Arriving at their jobs, Jim reports to the factory and Mary to the line of telephone operators. They are cogs in the machine of life, undistinguished and anonymous middlemen that keep the city running smoothly for millions of others. But what break do they get? Leaving work and rejoining the crowd, they return to their respective homes—alone. But when a passing bus advertises transportation to Coney Island, both of them get gussied up and head out for an afternoon of leisure. Spotting the lovely Mary on top of the open-air bus, Jim does his best not to lose her in the confusion of the crowd. Like a Weegee nightmare set in a sand dune, the beaches are just as crowded as the subways, and leisure seems like a futile pipe-dream.

But then the boy and girl meet. Two lonely souls who find in each other the answer to the quiet despair of their monotonous lives. Barbara Kent and Glenn Tyron’s body language and subtle gestures intuitively convey their growing fondness for one another. Coney Island’s carnivalesque attractions provide the vessels (and obstacles) for their courtship. Fejos’ vertiginous camera joins them on the roller coasters, speeding the viewer head first up and down the hilly tracks. The camera partakes in the thrills as a variety of rides sends the couple spinning in circles and threatens to knock them down and blow them away. The fairground’s illusion of danger becomes a metaphor for the pitfalls that await them back in the real world. It’s like a test of their endurance to see what they can weather together. Ultimately, it takes nature to separate the two lovers: a torrential rainstorm sends the crowd into a tailspin that prevents them from reuniting. Returning home to the city alone, the two lovers are faced with the possibility that they may never find one another again.

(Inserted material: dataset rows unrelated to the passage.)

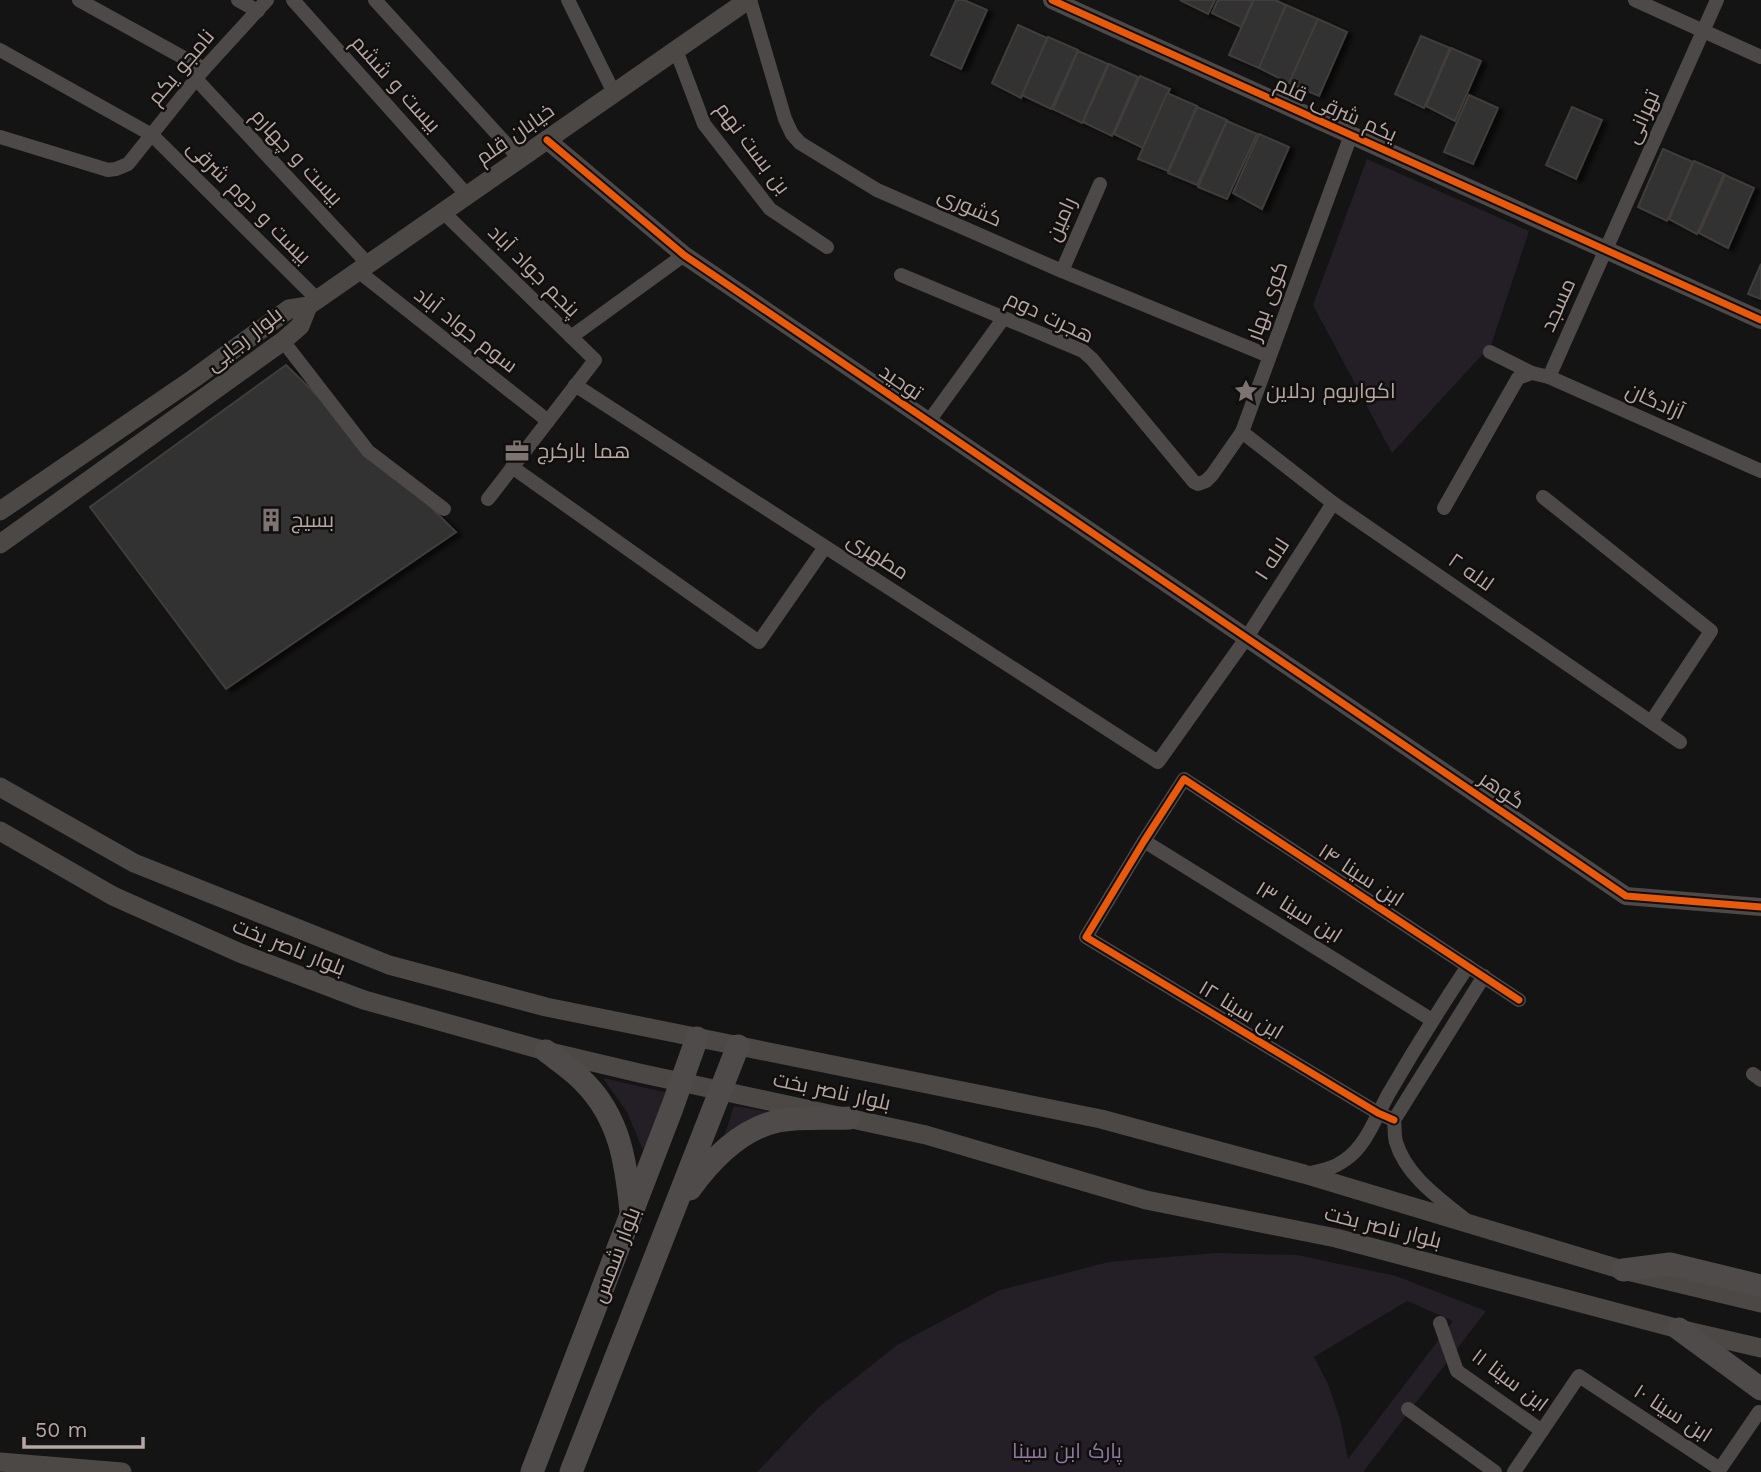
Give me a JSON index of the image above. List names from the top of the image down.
{
  "streets": {
    "main road": [
      "خیابان قلم",
      "بلوار رجایی",
      "بلوار ناصر بخت",
      "بلوار شمس"
    ],
    "street": [
      "نامجو یکم",
      "بیست و ششم",
      "یکم شرقی قلم",
      "تهرانی",
      "بن بست نهم",
      "بیست و چهارم",
      "بیست و دوم شرقی",
      "کشوری",
      "رامین",
      "پنجم جواد آباد",
      "کوی بهار",
      "مسجد",
      "هجرت دوم",
      "سوم جواد آباد",
      "توحید",
      "آزادگان",
      "مطهری",
      "لاله ۱",
      "لاله ۲",
      "گوهر",
      "ابن سینا ۱۴",
      "ابن سینا ۱۳",
      "ابن سینا ۱۲",
      "ابن سینا ۱۱",
      "ابن سینا ۱۰"
    ]
  },
  "crossings": [
    ["نامجو یکم", "بیست و چهارم"],
    ["نامجو یکم", "بیست و دوم شرقی"],
    ["بیست و ششم", "خیابان قلم"],
    ["یکم شرقی قلم", "تهرانی"],
    ["یکم شرقی قلم", "کوی بهار"],
    ["یکم شرقی قلم", "مسجد"],
    ["تهرانی", "مسجد"],
    ["خیابان قلم", "بن بست نهم"],
    ["خیابان قلم", "بیست و چهارم"],
    ["خیابان قلم", "بیست و دوم شرقی"],
    ["خیابان قلم", "کشوری"],
    ["خیابان قلم", "پنجم جواد آباد"],
    ["خیابان قلم", "سوم جواد آباد"],
    ["خیابان قلم", "بلوار رجایی"],
    ["خیابان قلم", "توحید"],
    ["بیست و چهارم", "سوم جواد آباد"],
    ["بیست و دوم شرقی", "بلوار رجایی"],
    ["کشوری", "رامین"],
    ["کشوری", "کوی بهار"],
    ["پنجم جواد آباد", "مطهری"],
    ["کوی بهار", "هجرت دوم"],
    ["کوی بهار", "لاله ۲"],
    ["مسجد", "آزادگان"],
    ["توحید", "لاله ۱"],
    ["توحید", "گوهر"],
    ["مطهری", "لاله ۱"],
    ["لاله ۱", "لاله ۲"],
    ["لاله ۱", "گوهر"],
    ["ابن سینا ۱۴", "ابن سینا ۱۳"],
    ["ابن سینا ۱۴", "ابن سینا ۱۲"],
    ["ابن سینا ۱۳", "ابن سینا ۱۲"],
    ["بلوار ناصر بخت", "بلوار شمس"],
    ["ابن سینا ۱۱", "ابن سینا ۱۰"]
  ],
  "parks": ["پارک ابن سینا"],
  "places": {
    "place": ["اکواریوم ردلاین"],
    "office": ["هما بارکرج"],
    "building": ["بسیج"]
  },
  "scale_bar": "50 m"
}
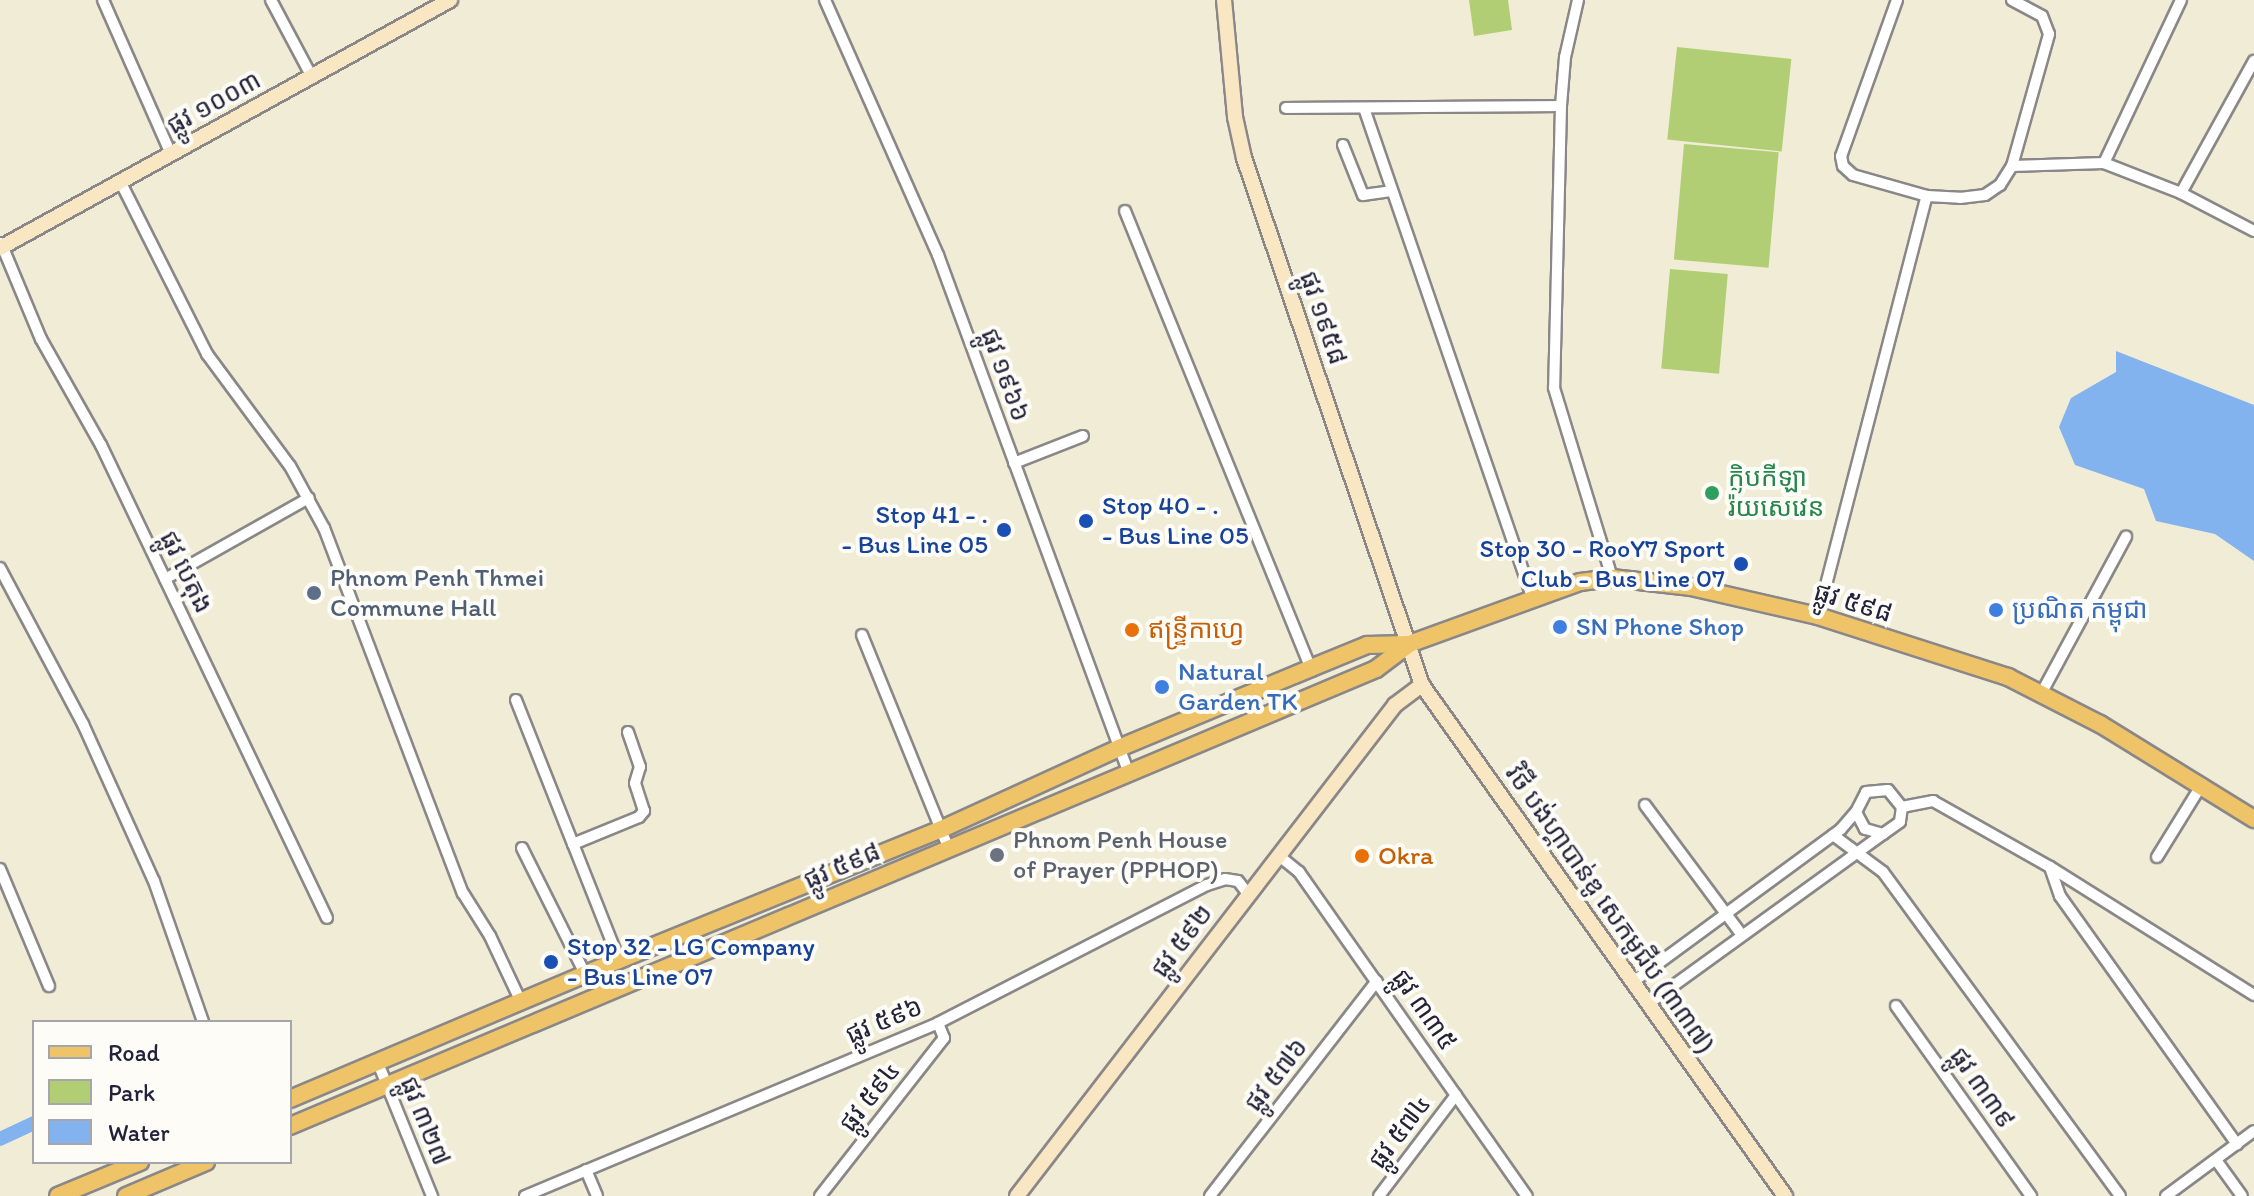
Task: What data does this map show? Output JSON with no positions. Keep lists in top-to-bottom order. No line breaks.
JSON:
{"streets":{"main road":["ផ្លូវ ៥៩៨"],"street":["ផ្លូវ ១០០៣","ផ្លូវ ១៩៥៨","ផ្លូវ ១៩៦៦","ផ្លូវ បេតុង","វិថី បង់ហ្គាបាន់ឌូ សេកមូជីប (៣៣៧)","ផ្លូវ ៥៩២","ផ្លូវ ៣៣៥","ផ្លូវ ៥៩៦","ផ្លូវ ៥៧៦","ផ្លូវ ៣៣៩","ផ្លូវ ៥៩៤","ផ្លូវ ៣២៧","ផ្លូវ ៥៧៤"]},"crossings":[["ផ្លូវ ១០០៣","ផ្លូវ បេតុង"],["ផ្លូវ ១៩៥៨","ផ្លូវ ៥៩៨"],["ផ្លូវ ១៩៥៨","វិថី បង់ហ្គាបាន់ឌូ សេកមូជីប (៣៣៧)"],["ផ្លូវ ១៩៦៦","ផ្លូវ ៥៩៨"],["ផ្លូវ ៥៩៨","វិថី បង់ហ្គាបាន់ឌូ សេកមូជីប (៣៣៧)"],["ផ្លូវ ៥៩៨","ផ្លូវ ៣២៧"],["វិថី បង់ហ្គាបាន់ឌូ សេកមូជីប (៣៣៧)","ផ្លូវ ៥៩២"],["ផ្លូវ ៥៩២","ផ្លូវ ៣៣៥"],["ផ្លូវ ៥៩២","ផ្លូវ ៥៩៦"],["ផ្លូវ ៣៣៥","ផ្លូវ ៥៧៦"],["ផ្លូវ ៣៣៥","ផ្លូវ ៥៧៤"],["ផ្លូវ ៥៩៦","ផ្លូវ ៥៩៤"]],"places":["ក្លិបកីឡា រ៉យសេវេន","Stop 40 - . - Bus Line 05","Stop 41 - . - Bus Line 05","Stop 30 - RooY7 Sport Club - Bus Line 07","Phnom Penh Thmei Commune Hall","ប្រណិត កម្ពុជា","SN Phone Shop","ឥន្ទ្រីកាហ្វេ","Natural Garden TK","Phnom Penh House of Prayer (PPHOP)","Okra","Stop 32 - LG Company - Bus Line 07"],"legend":["Road","Park","Water"]}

With only scant intertitles, Fejos manages to convey a tender story that remains faithful to the depth and sincerity of the characters’ emotions. Like Murnau in The Last Laugh, he is able to capture some part of the human spirit that needs no words or dialogue. The few intertitles that are in the picture only reiterate, unnecessarily, what we understand from watching the images. Even more jarring are the few “talking” sequences that studios forced into the film for commercial attraction, and which Fejos did not direct. The primitive dialogue and stationary camera not only debase the artistry and perceptiveness of Fejos’ vision, but add a blemish to what is otherwise a masterpiece of the silent screen.

The addition of “talking” sequences are not the only sign that the silent age was almost over. In one scene, a character listens to a record alone in their room. Next door, someone else listens intently to the song. Sound traverses space to briefly unite them. Even though they are separate, they share in the experience together. Without the aid of a soundtrack, such a bond can only be intimated and not actualized. Lonesome was released twice—first as the silent picture it was intended to be, and later with a synchronized soundtrack with music, sound effects, and the few dialogue scenes. Fejos fully realizes the potential of the silent screen—but I think he also hints (perhaps unintentionally) at the future possibilities to come with the arrival of sound.

  1. Smith, Sunny. “Paul Fejos.” Photoplay (May 5, 1928).
  2. Roud, Richard. “Paul Fejos.” Cinema: A Critical Dictionary (Vol. 1). Ed. Richard Roud. New York: Viking Press, 1980. 340.
  3. Posner, Bruce. “Double Vision: The Films Career of Paul Fejos.” Natural History Magazine (Nov. 1996). 93.
  4. Rosenbaum, Jonathan. “Paul Fejos.” Cinema: A Critical Dictionary (Vol. 1). Ed. Richard Roud. New York: Viking Press, 1980. 339.